> [Instructions for the task] Look over the listing below and say how many of its lines include the string "hidden"; give no more than that number.
*** Input ***
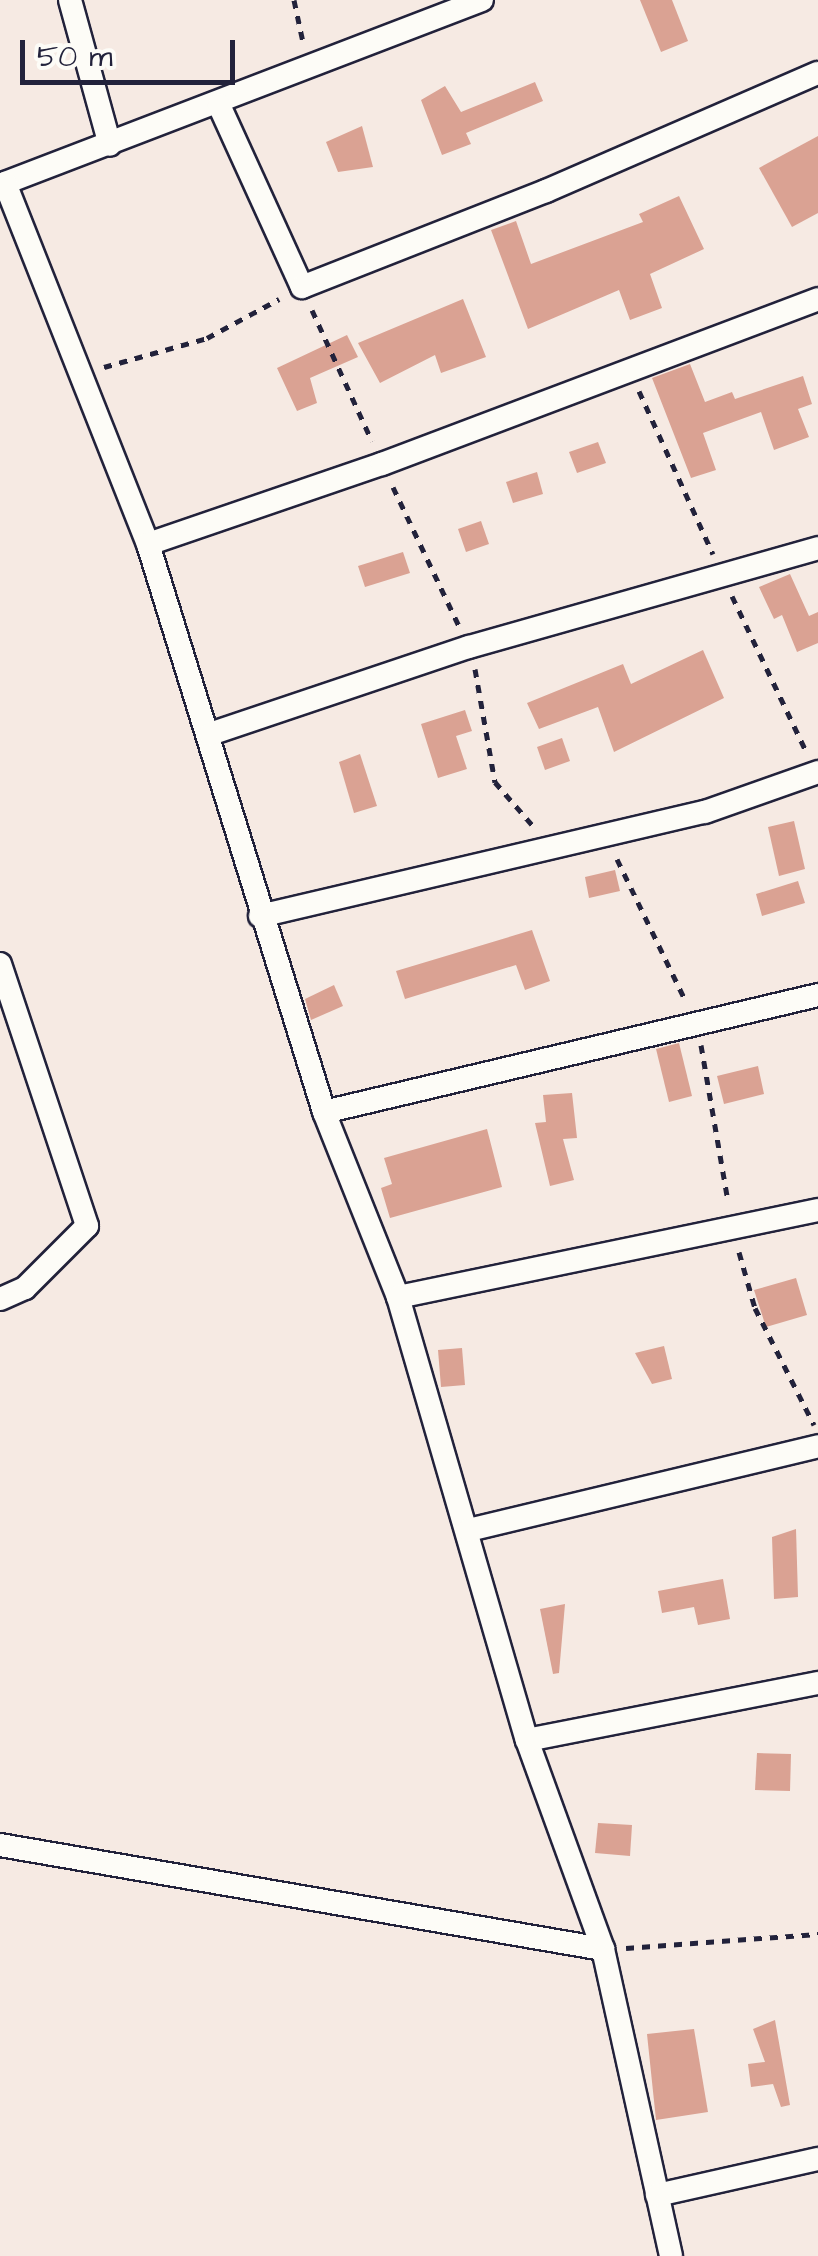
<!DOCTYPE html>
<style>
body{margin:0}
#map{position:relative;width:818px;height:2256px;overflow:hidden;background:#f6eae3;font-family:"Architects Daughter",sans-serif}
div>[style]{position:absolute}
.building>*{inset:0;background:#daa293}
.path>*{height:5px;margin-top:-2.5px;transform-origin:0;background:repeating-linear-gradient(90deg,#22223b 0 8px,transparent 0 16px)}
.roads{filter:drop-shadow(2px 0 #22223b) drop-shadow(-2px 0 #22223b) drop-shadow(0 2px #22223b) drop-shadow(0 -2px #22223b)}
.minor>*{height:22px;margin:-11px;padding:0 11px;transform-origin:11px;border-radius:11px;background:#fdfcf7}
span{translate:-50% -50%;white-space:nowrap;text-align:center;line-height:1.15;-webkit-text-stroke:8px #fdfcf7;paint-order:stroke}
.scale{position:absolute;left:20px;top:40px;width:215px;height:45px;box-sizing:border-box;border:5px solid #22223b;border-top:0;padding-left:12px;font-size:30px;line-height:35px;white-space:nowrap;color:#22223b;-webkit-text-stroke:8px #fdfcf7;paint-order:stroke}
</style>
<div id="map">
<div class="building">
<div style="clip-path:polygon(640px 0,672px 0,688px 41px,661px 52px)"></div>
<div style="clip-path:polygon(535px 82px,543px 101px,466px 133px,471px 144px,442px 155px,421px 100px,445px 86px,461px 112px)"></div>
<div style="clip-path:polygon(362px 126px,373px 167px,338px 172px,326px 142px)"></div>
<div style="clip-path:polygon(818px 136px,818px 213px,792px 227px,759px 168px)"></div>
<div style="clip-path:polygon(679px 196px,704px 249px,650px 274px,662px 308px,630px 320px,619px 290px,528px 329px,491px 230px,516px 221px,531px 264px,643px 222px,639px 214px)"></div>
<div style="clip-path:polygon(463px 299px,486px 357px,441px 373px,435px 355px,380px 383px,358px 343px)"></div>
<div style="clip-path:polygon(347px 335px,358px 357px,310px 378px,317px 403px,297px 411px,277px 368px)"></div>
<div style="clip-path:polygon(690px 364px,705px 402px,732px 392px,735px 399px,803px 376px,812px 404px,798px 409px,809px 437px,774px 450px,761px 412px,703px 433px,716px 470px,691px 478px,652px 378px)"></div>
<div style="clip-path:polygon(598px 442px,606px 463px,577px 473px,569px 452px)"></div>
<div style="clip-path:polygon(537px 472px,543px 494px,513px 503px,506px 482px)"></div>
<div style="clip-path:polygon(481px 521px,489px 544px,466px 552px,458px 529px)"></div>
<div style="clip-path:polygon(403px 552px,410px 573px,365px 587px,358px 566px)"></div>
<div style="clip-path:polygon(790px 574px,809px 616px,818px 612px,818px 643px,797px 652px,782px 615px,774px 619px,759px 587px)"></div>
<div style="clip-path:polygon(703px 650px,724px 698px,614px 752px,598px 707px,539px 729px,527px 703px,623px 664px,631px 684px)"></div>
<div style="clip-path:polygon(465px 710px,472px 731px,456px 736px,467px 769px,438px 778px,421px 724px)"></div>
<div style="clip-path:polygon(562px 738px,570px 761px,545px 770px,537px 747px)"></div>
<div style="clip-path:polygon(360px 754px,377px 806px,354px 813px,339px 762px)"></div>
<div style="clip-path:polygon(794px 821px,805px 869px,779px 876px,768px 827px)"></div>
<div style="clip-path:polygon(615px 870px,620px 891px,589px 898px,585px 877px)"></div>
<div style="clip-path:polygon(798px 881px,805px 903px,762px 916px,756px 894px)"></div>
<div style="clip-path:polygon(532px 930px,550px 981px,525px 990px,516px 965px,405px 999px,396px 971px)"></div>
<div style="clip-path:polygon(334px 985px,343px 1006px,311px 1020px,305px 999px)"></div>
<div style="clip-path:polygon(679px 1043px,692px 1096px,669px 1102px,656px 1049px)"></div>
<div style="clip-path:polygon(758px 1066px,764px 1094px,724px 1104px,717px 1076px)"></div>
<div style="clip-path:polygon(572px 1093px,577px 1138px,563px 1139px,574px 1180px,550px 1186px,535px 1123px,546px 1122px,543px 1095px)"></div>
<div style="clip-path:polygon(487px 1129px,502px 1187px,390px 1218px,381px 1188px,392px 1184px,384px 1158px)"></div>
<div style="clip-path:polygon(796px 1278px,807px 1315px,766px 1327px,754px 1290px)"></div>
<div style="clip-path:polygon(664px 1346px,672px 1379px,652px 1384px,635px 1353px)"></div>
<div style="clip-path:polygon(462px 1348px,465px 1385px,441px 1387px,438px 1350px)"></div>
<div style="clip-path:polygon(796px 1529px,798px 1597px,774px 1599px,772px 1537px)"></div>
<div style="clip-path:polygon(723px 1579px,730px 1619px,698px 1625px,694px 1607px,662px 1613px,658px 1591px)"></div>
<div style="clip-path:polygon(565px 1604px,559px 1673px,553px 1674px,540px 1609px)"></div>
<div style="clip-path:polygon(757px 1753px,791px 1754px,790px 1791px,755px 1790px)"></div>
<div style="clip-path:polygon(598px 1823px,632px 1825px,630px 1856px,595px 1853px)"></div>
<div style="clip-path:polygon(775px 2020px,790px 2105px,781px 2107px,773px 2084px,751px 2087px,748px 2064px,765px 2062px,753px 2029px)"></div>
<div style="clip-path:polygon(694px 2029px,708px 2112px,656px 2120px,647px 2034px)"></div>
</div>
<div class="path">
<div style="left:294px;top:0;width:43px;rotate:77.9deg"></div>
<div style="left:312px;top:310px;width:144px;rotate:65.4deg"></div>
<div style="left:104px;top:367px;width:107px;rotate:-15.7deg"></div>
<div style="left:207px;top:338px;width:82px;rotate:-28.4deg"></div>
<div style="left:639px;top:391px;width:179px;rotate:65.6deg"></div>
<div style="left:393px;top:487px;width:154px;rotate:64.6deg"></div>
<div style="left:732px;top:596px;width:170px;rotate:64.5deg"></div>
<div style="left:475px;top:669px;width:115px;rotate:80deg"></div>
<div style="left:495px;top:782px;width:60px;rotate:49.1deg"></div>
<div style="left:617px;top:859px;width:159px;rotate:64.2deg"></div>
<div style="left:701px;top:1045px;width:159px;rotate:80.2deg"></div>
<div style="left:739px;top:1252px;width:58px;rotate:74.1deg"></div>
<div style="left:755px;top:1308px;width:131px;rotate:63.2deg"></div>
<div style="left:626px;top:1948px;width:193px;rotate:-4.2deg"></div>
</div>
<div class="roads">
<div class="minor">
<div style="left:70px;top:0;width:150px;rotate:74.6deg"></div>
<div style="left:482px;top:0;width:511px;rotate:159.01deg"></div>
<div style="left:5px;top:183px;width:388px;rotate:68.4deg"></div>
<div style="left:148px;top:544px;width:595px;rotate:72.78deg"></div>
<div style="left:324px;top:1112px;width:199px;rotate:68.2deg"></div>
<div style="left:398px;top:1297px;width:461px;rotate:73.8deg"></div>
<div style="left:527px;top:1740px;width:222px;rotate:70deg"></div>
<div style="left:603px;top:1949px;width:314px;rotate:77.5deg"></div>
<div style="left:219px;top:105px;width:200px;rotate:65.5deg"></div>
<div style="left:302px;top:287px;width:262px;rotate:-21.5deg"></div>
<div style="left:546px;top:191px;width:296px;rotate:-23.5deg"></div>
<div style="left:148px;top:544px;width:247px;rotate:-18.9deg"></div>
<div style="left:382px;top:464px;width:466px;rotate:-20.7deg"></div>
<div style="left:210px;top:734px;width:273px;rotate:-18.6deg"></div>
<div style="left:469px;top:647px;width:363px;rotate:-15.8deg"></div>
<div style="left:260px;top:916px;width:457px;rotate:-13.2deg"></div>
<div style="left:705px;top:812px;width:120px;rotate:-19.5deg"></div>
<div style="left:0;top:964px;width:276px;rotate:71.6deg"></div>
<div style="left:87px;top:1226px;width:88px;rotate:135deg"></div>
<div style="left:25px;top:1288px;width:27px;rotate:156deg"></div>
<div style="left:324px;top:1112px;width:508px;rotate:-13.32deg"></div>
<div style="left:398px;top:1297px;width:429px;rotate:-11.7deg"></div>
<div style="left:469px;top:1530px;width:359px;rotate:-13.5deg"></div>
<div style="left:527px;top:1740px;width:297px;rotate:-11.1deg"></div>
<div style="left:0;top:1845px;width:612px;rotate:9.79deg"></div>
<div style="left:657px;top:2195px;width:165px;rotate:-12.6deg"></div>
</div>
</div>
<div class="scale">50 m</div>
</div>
*** End of Input ***
*** Input ***
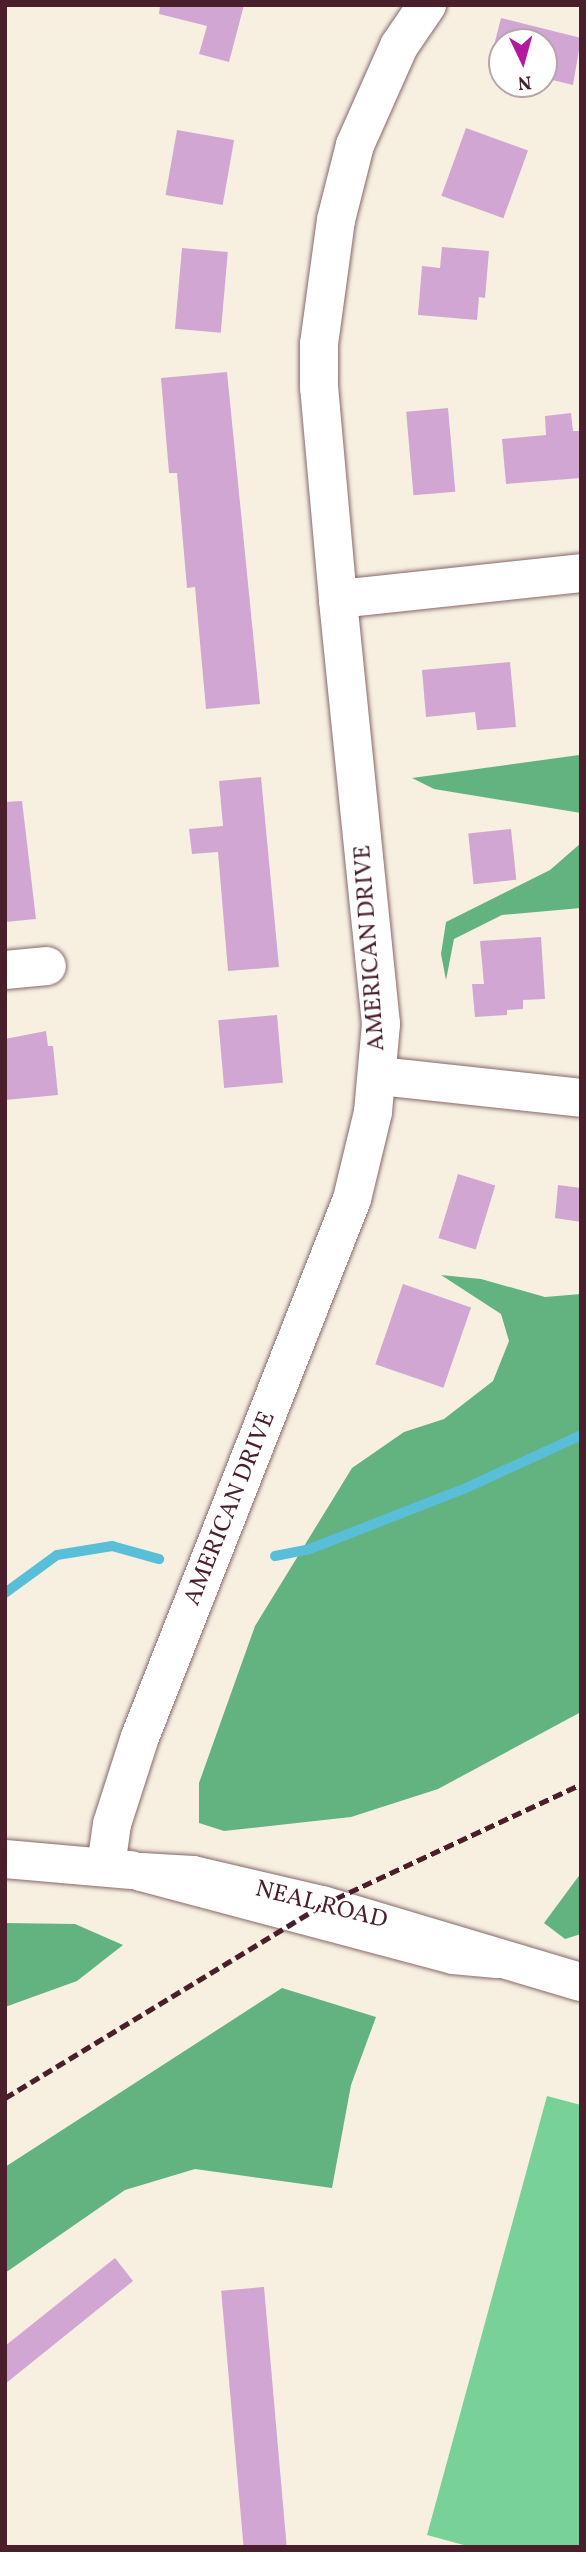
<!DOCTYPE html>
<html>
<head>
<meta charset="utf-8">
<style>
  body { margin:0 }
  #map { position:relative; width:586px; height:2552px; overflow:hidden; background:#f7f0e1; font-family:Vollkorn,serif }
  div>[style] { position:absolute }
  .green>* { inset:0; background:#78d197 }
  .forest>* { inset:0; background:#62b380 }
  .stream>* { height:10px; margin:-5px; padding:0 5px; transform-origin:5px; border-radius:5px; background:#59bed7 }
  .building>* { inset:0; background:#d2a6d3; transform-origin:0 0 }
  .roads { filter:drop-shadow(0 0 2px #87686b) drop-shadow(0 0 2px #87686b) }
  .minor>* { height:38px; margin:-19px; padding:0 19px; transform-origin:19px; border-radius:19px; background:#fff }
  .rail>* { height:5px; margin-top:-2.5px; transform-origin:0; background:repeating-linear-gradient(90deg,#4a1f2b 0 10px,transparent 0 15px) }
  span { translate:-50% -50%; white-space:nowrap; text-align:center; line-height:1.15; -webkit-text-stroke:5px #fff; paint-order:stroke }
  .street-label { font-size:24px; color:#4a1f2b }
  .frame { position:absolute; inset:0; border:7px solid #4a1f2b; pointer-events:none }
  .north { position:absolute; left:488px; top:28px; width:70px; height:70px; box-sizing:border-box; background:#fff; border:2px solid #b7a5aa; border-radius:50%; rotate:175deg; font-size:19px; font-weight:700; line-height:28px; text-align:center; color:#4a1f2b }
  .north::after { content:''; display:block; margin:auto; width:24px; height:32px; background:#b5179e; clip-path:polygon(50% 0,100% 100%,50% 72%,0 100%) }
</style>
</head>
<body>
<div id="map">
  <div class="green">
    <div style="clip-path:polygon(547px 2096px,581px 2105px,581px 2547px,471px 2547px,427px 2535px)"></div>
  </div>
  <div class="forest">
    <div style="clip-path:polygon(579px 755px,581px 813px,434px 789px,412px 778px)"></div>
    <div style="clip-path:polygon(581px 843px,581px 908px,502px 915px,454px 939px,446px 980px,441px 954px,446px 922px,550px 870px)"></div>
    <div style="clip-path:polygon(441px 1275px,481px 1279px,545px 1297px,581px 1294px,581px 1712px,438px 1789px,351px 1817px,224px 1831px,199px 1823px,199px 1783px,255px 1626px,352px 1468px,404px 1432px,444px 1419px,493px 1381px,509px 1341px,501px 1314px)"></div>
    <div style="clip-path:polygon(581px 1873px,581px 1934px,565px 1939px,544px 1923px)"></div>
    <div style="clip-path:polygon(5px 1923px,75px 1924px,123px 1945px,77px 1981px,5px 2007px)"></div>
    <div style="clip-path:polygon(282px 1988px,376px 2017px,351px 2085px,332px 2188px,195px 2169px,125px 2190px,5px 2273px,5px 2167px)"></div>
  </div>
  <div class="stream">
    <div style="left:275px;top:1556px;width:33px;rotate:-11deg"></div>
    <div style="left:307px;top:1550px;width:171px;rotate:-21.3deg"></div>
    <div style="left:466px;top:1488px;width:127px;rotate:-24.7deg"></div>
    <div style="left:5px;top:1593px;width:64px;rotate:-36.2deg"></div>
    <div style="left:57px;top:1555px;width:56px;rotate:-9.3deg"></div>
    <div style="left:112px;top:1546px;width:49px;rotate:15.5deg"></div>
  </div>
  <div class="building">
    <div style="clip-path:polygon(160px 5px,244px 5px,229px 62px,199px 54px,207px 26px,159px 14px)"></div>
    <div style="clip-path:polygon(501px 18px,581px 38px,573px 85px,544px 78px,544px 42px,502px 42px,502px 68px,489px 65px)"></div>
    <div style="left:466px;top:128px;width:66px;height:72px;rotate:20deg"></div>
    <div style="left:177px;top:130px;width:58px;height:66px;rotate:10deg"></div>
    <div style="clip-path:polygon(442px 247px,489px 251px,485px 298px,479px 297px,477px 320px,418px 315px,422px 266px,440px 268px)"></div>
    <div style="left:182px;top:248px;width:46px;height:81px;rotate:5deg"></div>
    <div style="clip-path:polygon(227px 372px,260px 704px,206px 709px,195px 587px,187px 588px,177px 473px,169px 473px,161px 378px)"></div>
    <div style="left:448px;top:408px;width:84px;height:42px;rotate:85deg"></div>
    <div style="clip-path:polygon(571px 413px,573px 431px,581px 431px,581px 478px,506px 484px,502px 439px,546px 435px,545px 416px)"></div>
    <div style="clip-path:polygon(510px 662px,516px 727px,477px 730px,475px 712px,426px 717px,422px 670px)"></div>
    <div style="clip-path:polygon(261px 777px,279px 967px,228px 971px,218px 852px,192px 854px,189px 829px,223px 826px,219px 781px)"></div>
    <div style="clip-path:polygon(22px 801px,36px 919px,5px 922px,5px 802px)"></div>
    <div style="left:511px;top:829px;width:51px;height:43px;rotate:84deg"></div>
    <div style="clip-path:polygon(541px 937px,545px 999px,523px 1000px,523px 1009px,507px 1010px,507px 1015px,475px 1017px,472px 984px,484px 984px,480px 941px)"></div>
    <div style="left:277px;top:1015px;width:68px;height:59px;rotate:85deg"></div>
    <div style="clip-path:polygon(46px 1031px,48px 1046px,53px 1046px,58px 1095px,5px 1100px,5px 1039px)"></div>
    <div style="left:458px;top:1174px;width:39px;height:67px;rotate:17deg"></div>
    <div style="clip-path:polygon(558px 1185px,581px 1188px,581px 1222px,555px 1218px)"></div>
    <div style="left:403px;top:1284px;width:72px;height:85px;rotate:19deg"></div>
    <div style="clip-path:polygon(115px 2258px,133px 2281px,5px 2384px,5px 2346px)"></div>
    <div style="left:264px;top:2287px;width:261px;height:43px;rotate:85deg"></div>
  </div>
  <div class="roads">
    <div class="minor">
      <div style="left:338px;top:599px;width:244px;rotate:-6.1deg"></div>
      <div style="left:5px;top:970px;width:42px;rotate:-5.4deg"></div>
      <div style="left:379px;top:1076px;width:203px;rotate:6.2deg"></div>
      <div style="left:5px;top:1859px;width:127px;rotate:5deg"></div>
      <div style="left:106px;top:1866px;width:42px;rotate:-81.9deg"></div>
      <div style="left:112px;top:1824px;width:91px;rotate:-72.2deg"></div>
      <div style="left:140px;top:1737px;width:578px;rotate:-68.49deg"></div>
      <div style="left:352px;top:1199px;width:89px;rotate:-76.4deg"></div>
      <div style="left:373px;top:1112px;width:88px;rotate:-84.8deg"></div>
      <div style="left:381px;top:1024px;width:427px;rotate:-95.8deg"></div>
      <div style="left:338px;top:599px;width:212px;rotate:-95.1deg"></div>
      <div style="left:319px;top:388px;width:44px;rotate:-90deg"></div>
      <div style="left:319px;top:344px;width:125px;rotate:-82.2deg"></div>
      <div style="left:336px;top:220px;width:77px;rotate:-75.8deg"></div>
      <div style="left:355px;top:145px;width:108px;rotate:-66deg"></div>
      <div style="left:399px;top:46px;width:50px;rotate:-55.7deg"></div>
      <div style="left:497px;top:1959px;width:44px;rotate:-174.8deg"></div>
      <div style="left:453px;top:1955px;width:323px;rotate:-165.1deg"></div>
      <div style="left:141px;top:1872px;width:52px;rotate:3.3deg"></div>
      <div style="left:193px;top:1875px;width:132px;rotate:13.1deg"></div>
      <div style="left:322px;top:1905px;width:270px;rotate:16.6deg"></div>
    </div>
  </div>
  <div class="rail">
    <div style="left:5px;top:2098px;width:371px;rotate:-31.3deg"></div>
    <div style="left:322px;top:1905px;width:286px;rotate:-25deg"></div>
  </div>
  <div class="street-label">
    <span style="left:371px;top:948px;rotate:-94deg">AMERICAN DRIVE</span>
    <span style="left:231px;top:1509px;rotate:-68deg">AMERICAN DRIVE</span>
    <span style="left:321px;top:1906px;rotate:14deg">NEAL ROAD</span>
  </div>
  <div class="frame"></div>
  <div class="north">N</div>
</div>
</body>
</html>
*** End of Input ***
> [Answer to the problem] 2